In the third section of the speech, Puck refers to himself as “an honest Puck”. He says this with irony as we all know that he, the most mischievous fairy in the play, is not honest. Therefore, he says it with a bit of a wink and a playful smile.

During the fourth section of the speech, Puck tells the audience, “give me your hands”, which means ‘clap for me’. He’s telling the audience to show appreciation. And if they clap, Puck says that he will “restore amends”, which means that he will fix everything and turn everything back to normal.

Puck’s speech is in tetrameter, which is four feet per line, rather than five as in the usual pentameter lines Shakespeare often uses and written using trochaic metre rather than the more usual iambic. The tetrameter and rhyming couplets let it have a sing-song quality and make it seem like a lullaby, making it seem like a dream and that the audience is asleep.

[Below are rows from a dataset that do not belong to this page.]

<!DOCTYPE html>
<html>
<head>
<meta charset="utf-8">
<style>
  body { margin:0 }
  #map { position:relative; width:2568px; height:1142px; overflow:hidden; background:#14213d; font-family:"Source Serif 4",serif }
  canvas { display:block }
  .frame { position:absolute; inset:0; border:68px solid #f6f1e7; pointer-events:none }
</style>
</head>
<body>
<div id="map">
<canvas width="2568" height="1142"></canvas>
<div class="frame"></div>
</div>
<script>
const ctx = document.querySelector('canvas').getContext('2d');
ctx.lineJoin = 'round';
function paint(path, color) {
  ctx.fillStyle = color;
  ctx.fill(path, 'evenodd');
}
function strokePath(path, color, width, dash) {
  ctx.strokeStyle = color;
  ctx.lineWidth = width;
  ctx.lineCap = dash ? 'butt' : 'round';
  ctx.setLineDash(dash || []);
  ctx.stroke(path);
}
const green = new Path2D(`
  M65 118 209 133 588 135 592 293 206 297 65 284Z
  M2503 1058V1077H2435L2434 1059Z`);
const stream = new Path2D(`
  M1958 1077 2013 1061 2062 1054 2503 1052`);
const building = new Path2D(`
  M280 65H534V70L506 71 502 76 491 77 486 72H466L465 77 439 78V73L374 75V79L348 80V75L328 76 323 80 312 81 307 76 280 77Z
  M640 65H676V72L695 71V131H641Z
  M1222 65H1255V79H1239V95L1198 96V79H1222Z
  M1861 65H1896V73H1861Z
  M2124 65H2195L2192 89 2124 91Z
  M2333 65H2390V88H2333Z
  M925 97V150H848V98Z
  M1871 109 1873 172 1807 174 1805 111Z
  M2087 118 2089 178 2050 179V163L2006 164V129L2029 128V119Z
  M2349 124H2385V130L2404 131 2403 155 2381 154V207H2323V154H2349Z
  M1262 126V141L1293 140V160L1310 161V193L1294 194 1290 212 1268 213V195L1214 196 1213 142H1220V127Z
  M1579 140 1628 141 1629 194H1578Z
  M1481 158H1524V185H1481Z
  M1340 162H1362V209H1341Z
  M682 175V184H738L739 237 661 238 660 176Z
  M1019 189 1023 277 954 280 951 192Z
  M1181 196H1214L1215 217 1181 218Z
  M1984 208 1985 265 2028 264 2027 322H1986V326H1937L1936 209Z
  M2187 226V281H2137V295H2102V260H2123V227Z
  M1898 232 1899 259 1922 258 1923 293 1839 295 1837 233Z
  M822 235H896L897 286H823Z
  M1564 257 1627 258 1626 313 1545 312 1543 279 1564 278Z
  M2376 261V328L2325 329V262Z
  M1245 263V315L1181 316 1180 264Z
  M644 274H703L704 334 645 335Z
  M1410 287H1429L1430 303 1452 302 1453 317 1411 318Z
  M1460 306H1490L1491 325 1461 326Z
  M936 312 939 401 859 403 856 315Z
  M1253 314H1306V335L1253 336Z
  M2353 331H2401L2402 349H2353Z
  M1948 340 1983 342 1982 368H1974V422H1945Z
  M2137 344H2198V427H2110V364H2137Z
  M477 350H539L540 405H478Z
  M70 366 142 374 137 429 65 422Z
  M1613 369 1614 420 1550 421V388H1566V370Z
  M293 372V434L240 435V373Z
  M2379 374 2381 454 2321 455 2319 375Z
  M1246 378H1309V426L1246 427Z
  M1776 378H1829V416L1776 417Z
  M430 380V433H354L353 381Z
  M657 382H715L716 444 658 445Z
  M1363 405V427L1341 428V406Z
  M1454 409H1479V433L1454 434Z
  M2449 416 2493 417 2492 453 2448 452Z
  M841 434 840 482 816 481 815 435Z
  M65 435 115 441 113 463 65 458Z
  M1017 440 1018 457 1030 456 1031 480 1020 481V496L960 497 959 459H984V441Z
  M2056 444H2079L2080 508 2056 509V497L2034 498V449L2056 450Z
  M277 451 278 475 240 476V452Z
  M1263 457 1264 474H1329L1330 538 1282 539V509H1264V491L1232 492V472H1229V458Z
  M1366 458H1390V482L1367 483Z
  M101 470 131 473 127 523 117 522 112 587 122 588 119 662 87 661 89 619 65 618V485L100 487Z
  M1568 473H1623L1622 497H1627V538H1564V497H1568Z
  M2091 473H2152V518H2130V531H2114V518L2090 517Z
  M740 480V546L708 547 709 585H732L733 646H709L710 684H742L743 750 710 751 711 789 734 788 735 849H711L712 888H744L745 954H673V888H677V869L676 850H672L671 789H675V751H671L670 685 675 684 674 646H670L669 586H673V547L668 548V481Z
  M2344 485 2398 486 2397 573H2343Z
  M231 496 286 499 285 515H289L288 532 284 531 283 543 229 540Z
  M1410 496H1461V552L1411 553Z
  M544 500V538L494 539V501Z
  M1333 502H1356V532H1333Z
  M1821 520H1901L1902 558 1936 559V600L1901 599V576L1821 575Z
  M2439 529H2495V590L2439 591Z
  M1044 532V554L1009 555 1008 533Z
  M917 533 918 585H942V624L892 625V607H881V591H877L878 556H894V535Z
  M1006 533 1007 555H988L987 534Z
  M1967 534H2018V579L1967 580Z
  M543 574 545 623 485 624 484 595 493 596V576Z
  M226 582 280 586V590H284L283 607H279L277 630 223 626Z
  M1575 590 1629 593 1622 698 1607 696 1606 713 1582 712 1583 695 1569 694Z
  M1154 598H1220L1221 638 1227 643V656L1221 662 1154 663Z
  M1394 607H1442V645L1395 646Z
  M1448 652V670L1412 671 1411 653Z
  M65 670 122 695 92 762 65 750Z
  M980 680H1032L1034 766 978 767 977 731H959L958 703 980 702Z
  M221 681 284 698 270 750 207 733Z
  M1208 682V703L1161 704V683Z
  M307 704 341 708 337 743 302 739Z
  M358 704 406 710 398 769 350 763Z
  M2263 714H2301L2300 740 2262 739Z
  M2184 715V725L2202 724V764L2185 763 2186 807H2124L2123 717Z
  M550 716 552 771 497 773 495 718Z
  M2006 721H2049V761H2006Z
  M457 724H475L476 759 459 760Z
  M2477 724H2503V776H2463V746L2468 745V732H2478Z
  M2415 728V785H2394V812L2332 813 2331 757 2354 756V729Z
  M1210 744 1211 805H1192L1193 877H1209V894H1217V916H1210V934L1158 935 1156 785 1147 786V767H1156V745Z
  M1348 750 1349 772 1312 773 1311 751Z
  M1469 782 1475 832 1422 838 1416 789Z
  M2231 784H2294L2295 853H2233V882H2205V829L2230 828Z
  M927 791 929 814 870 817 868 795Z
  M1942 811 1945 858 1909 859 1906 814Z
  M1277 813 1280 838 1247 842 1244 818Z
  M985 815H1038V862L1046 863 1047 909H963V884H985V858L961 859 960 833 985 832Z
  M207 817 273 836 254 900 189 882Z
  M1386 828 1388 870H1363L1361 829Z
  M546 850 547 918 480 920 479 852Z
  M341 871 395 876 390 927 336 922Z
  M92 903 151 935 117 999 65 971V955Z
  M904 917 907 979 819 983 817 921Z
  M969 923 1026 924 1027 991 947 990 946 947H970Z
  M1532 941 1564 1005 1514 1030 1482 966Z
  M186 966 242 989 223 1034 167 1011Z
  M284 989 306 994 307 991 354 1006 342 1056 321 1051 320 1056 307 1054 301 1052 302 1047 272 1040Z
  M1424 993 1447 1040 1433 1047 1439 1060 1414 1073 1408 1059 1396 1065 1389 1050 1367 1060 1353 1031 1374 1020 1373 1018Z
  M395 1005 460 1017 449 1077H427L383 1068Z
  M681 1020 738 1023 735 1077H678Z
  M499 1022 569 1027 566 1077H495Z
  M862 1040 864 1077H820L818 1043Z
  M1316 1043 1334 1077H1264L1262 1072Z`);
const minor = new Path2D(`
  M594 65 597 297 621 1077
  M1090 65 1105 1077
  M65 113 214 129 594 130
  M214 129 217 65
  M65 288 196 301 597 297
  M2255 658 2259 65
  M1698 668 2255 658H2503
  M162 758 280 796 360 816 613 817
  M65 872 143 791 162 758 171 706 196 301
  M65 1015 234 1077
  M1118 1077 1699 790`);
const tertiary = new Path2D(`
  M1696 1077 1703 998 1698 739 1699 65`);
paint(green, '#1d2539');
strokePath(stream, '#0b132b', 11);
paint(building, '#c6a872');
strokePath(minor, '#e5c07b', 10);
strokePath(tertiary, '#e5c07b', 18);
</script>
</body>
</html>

It is as if he is trying to put the reader back in another dream state so they can forget what has just happened and become lulled by the magic of his words.

Shakespeare uses structure and language to achieve effects for an audience in Puck’s epilogue by using figurative language and imagery. Shakespeare creates a 'just woken up from a ‘dream’ effect for the audience by using words like “shadows”, “visions” and “no more yielding but a dream”. He also creates the effect by using tetrameter to make it seem like a lullaby, making the play seem like a dream that they just awoke from.